# Activity
Collect all lines containing the word "Turn" from the data.
★ ★ ★ ★ ★ ★ ★
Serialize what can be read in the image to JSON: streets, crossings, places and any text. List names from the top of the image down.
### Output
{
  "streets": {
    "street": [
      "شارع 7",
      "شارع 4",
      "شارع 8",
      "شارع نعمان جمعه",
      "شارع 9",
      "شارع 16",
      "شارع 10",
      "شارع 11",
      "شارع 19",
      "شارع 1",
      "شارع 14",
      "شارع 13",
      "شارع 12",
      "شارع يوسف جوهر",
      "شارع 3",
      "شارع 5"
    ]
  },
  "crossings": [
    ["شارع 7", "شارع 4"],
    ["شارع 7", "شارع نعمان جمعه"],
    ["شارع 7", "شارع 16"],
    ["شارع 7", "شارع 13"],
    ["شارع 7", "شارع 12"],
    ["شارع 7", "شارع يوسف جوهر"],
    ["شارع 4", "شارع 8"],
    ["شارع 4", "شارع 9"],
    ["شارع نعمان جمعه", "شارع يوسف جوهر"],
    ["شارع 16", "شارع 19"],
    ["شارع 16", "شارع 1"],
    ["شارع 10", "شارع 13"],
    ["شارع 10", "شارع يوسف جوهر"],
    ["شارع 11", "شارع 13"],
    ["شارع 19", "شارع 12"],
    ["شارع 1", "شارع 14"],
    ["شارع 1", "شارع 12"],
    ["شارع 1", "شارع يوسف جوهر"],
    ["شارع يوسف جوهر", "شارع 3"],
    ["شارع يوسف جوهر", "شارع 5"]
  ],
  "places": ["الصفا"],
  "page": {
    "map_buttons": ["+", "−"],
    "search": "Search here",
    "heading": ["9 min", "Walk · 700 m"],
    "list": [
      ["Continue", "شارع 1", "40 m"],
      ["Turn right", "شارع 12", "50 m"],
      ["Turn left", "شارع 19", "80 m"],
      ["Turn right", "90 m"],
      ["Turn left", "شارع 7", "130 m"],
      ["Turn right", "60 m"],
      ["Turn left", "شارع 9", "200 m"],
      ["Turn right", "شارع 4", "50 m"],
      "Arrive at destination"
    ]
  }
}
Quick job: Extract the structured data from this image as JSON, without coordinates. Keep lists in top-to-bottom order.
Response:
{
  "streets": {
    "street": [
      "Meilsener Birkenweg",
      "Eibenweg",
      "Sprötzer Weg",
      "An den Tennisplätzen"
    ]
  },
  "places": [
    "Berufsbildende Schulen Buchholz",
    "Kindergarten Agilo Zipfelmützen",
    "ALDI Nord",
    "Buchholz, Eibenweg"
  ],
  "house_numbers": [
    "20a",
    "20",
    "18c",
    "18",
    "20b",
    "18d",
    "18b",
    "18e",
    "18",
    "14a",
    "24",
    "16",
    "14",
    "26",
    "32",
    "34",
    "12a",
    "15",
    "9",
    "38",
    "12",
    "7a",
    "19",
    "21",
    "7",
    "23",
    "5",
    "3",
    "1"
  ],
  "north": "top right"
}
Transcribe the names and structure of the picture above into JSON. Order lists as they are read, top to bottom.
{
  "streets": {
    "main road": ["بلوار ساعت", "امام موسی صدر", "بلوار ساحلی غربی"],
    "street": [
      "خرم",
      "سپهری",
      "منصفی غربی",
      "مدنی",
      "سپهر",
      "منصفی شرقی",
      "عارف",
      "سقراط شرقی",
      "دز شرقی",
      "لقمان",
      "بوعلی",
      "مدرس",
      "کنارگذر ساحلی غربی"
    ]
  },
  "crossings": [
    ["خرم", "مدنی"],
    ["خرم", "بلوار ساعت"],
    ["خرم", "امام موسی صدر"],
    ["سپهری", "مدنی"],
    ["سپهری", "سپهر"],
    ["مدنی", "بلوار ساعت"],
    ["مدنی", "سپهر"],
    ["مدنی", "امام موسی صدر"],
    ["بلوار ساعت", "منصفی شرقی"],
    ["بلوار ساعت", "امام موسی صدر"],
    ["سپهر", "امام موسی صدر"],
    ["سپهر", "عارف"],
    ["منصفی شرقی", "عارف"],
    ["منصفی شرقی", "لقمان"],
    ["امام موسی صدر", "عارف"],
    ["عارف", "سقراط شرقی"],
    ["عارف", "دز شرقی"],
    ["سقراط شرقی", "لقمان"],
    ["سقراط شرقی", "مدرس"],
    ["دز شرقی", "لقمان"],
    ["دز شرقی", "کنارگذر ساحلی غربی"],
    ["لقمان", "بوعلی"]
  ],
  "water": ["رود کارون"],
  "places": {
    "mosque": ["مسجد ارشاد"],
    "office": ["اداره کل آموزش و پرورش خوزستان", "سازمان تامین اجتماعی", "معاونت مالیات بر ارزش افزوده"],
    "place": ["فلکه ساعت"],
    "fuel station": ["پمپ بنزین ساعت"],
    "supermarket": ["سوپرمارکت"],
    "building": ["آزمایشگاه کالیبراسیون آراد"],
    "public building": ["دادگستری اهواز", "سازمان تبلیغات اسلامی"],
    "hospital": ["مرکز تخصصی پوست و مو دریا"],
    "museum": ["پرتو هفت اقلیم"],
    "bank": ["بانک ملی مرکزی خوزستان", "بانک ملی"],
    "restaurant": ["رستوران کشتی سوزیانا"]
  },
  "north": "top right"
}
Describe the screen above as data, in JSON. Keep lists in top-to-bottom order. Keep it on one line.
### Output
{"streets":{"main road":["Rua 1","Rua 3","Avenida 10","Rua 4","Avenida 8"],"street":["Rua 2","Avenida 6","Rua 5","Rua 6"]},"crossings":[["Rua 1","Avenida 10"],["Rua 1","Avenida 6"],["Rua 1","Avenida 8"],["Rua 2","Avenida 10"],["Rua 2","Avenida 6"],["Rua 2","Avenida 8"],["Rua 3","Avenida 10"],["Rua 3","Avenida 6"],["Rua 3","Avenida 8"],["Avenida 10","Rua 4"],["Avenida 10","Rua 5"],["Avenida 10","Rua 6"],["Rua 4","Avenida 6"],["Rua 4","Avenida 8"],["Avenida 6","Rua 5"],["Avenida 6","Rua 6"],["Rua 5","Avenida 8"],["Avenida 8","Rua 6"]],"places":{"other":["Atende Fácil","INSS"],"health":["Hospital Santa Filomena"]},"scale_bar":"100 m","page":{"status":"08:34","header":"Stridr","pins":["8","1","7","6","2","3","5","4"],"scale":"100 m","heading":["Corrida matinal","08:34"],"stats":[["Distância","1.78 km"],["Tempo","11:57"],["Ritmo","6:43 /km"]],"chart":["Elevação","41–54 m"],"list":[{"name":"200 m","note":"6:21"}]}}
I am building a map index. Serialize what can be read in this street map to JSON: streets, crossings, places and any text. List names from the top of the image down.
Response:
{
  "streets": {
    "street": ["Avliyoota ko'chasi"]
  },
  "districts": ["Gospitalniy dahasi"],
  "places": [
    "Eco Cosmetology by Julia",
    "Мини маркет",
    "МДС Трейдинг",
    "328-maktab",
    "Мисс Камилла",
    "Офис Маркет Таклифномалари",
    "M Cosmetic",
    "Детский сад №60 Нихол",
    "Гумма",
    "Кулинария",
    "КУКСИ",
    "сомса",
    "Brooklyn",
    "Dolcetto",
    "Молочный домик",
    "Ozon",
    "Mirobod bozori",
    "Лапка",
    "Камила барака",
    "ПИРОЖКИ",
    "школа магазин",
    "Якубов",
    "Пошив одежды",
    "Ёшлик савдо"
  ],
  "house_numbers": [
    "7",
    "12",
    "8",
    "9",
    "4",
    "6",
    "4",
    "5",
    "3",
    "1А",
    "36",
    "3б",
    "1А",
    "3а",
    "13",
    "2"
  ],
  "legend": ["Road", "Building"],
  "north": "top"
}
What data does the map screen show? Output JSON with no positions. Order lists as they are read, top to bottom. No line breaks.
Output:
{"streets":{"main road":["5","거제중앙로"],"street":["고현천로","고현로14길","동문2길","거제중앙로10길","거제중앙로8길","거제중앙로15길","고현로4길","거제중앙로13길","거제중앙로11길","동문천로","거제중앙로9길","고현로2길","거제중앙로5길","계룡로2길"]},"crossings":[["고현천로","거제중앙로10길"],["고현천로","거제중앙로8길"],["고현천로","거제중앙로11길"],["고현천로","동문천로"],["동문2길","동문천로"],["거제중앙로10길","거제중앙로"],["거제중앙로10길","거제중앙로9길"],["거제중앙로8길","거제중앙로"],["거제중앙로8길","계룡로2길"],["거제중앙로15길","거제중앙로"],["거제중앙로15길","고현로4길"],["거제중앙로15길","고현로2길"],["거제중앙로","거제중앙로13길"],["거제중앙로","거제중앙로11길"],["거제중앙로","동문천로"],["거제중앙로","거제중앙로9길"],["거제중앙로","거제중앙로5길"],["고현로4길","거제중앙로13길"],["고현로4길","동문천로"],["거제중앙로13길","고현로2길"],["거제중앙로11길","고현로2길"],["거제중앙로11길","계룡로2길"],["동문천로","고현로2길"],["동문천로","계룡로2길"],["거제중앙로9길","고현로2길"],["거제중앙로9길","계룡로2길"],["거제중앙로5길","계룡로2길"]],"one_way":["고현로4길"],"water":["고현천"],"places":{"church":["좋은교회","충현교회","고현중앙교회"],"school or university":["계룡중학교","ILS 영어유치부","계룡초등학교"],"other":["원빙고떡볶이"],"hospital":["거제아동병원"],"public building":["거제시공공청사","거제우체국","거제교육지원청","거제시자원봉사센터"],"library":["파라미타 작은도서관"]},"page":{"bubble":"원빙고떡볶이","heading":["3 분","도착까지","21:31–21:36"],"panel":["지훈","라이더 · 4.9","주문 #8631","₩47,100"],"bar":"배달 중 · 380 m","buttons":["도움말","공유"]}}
★ ★ ★ ★ ★ ★ ★
# Task result
      ["Turn right", "شارع 12", "50 m"],
      ["Turn left", "شارع 19", "80 m"],
      ["Turn right", "90 m"],
      ["Turn left", "شارع 7", "130 m"],
      ["Turn right", "60 m"],
      ["Turn left", "شارع 9", "200 m"],
      ["Turn right", "شارع 4", "50 m"],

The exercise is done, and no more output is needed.